───── Task material ─────

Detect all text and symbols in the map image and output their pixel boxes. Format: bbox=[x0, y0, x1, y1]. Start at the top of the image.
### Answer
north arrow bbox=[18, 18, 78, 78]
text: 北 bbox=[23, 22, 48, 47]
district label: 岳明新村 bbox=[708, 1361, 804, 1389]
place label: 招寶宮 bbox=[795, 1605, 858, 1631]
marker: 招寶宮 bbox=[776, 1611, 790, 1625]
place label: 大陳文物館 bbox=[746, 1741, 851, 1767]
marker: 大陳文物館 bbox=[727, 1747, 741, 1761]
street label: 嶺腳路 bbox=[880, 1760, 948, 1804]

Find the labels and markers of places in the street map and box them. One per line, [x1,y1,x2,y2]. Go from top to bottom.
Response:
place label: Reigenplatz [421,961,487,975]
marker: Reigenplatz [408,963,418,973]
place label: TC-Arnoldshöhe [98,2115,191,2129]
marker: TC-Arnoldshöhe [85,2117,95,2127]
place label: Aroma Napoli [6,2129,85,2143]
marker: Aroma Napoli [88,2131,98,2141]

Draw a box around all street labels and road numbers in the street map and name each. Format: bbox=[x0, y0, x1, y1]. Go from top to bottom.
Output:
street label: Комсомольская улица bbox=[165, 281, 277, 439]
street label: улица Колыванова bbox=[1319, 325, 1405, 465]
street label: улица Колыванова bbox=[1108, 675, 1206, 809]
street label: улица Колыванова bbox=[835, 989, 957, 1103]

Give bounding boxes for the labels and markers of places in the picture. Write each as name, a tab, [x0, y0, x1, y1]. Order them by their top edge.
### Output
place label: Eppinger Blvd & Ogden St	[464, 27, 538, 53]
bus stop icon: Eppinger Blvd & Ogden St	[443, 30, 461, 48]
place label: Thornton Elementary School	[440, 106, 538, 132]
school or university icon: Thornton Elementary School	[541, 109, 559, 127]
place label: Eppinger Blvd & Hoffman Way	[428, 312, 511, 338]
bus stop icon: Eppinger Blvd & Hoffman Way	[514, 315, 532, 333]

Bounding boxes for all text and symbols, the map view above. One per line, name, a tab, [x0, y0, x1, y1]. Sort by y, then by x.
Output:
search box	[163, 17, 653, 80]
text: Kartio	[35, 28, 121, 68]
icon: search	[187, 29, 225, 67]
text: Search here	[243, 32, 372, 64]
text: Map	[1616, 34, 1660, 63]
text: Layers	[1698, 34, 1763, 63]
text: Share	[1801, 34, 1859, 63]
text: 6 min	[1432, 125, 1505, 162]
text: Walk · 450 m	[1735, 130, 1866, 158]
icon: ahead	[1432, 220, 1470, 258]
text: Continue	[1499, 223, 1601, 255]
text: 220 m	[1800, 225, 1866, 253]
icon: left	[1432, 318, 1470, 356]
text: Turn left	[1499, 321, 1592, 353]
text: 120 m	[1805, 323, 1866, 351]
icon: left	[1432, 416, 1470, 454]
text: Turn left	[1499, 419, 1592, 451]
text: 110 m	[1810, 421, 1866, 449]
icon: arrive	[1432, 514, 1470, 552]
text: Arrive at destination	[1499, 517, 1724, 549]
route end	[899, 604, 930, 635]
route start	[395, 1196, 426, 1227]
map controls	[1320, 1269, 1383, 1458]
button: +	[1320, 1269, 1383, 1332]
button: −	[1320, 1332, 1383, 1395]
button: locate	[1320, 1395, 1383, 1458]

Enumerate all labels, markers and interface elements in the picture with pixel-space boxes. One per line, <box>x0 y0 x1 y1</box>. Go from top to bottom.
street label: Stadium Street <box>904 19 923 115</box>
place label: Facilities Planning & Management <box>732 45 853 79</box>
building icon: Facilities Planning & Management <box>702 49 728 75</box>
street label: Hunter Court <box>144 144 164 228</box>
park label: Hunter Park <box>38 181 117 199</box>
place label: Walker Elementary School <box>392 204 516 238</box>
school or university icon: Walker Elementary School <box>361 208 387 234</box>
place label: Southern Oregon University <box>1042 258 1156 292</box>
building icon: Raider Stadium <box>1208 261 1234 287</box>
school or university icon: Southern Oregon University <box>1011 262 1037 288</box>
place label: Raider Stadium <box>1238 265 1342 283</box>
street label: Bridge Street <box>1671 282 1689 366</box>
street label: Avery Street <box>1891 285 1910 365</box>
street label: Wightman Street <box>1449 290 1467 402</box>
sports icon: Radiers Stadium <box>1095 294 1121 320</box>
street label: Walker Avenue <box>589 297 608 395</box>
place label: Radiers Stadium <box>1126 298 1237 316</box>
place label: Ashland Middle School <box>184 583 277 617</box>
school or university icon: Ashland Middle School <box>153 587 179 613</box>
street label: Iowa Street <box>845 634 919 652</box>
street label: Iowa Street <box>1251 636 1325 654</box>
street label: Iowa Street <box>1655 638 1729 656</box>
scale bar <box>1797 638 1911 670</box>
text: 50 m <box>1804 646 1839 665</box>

─────

_Problem description_. Restate every entry word for word.

_Your solution_.
Detect all text and symbols in the map image and output their pixel boxes. Format: bbox=[x0, y0, x1, y1]. Start at the top of the image.
### Answer
north arrow bbox=[18, 18, 78, 78]
text: 北 bbox=[23, 22, 48, 47]
district label: 岳明新村 bbox=[708, 1361, 804, 1389]
place label: 招寶宮 bbox=[795, 1605, 858, 1631]
marker: 招寶宮 bbox=[776, 1611, 790, 1625]
place label: 大陳文物館 bbox=[746, 1741, 851, 1767]
marker: 大陳文物館 bbox=[727, 1747, 741, 1761]
street label: 嶺腳路 bbox=[880, 1760, 948, 1804]

Find the labels and markers of places in the street map and box them. One per line, [x1,y1,x2,y2]. Go from top to bottom.
Response:
place label: Reigenplatz [421,961,487,975]
marker: Reigenplatz [408,963,418,973]
place label: TC-Arnoldshöhe [98,2115,191,2129]
marker: TC-Arnoldshöhe [85,2117,95,2127]
place label: Aroma Napoli [6,2129,85,2143]
marker: Aroma Napoli [88,2131,98,2141]

Draw a box around all street labels and road numbers in the street map and name each. Format: bbox=[x0, y0, x1, y1]. Go from top to bottom.
Output:
street label: Комсомольская улица bbox=[165, 281, 277, 439]
street label: улица Колыванова bbox=[1319, 325, 1405, 465]
street label: улица Колыванова bbox=[1108, 675, 1206, 809]
street label: улица Колыванова bbox=[835, 989, 957, 1103]

Give bounding boxes for the labels and markers of places in the picture. Write each as name, a tab, [x0, y0, x1, y1]. Order them by their top edge.
### Output
place label: Eppinger Blvd & Ogden St	[464, 27, 538, 53]
bus stop icon: Eppinger Blvd & Ogden St	[443, 30, 461, 48]
place label: Thornton Elementary School	[440, 106, 538, 132]
school or university icon: Thornton Elementary School	[541, 109, 559, 127]
place label: Eppinger Blvd & Hoffman Way	[428, 312, 511, 338]
bus stop icon: Eppinger Blvd & Hoffman Way	[514, 315, 532, 333]

Bounding boxes for all text and symbols, the map view above. One per line, name, a tab, [x0, y0, x1, y1]. Sort by y, then by x.
Output:
search box	[163, 17, 653, 80]
text: Kartio	[35, 28, 121, 68]
icon: search	[187, 29, 225, 67]
text: Search here	[243, 32, 372, 64]
text: Map	[1616, 34, 1660, 63]
text: Layers	[1698, 34, 1763, 63]
text: Share	[1801, 34, 1859, 63]
text: 6 min	[1432, 125, 1505, 162]
text: Walk · 450 m	[1735, 130, 1866, 158]
icon: ahead	[1432, 220, 1470, 258]
text: Continue	[1499, 223, 1601, 255]
text: 220 m	[1800, 225, 1866, 253]
icon: left	[1432, 318, 1470, 356]
text: Turn left	[1499, 321, 1592, 353]
text: 120 m	[1805, 323, 1866, 351]
icon: left	[1432, 416, 1470, 454]
text: Turn left	[1499, 419, 1592, 451]
text: 110 m	[1810, 421, 1866, 449]
icon: arrive	[1432, 514, 1470, 552]
text: Arrive at destination	[1499, 517, 1724, 549]
route end	[899, 604, 930, 635]
route start	[395, 1196, 426, 1227]
map controls	[1320, 1269, 1383, 1458]
button: +	[1320, 1269, 1383, 1332]
button: −	[1320, 1332, 1383, 1395]
button: locate	[1320, 1395, 1383, 1458]

Enumerate all labels, markers and interface elements in the picture with pixel-space boxes. One per line, <box>x0 y0 x1 y1</box>. Go from top to bottom.
street label: Stadium Street <box>904 19 923 115</box>
place label: Facilities Planning & Management <box>732 45 853 79</box>
building icon: Facilities Planning & Management <box>702 49 728 75</box>
street label: Hunter Court <box>144 144 164 228</box>
park label: Hunter Park <box>38 181 117 199</box>
place label: Walker Elementary School <box>392 204 516 238</box>
school or university icon: Walker Elementary School <box>361 208 387 234</box>
place label: Southern Oregon University <box>1042 258 1156 292</box>
building icon: Raider Stadium <box>1208 261 1234 287</box>
school or university icon: Southern Oregon University <box>1011 262 1037 288</box>
place label: Raider Stadium <box>1238 265 1342 283</box>
street label: Bridge Street <box>1671 282 1689 366</box>
street label: Avery Street <box>1891 285 1910 365</box>
street label: Wightman Street <box>1449 290 1467 402</box>
sports icon: Radiers Stadium <box>1095 294 1121 320</box>
street label: Walker Avenue <box>589 297 608 395</box>
place label: Radiers Stadium <box>1126 298 1237 316</box>
place label: Ashland Middle School <box>184 583 277 617</box>
school or university icon: Ashland Middle School <box>153 587 179 613</box>
street label: Iowa Street <box>845 634 919 652</box>
street label: Iowa Street <box>1251 636 1325 654</box>
street label: Iowa Street <box>1655 638 1729 656</box>
scale bar <box>1797 638 1911 670</box>
text: 50 m <box>1804 646 1839 665</box>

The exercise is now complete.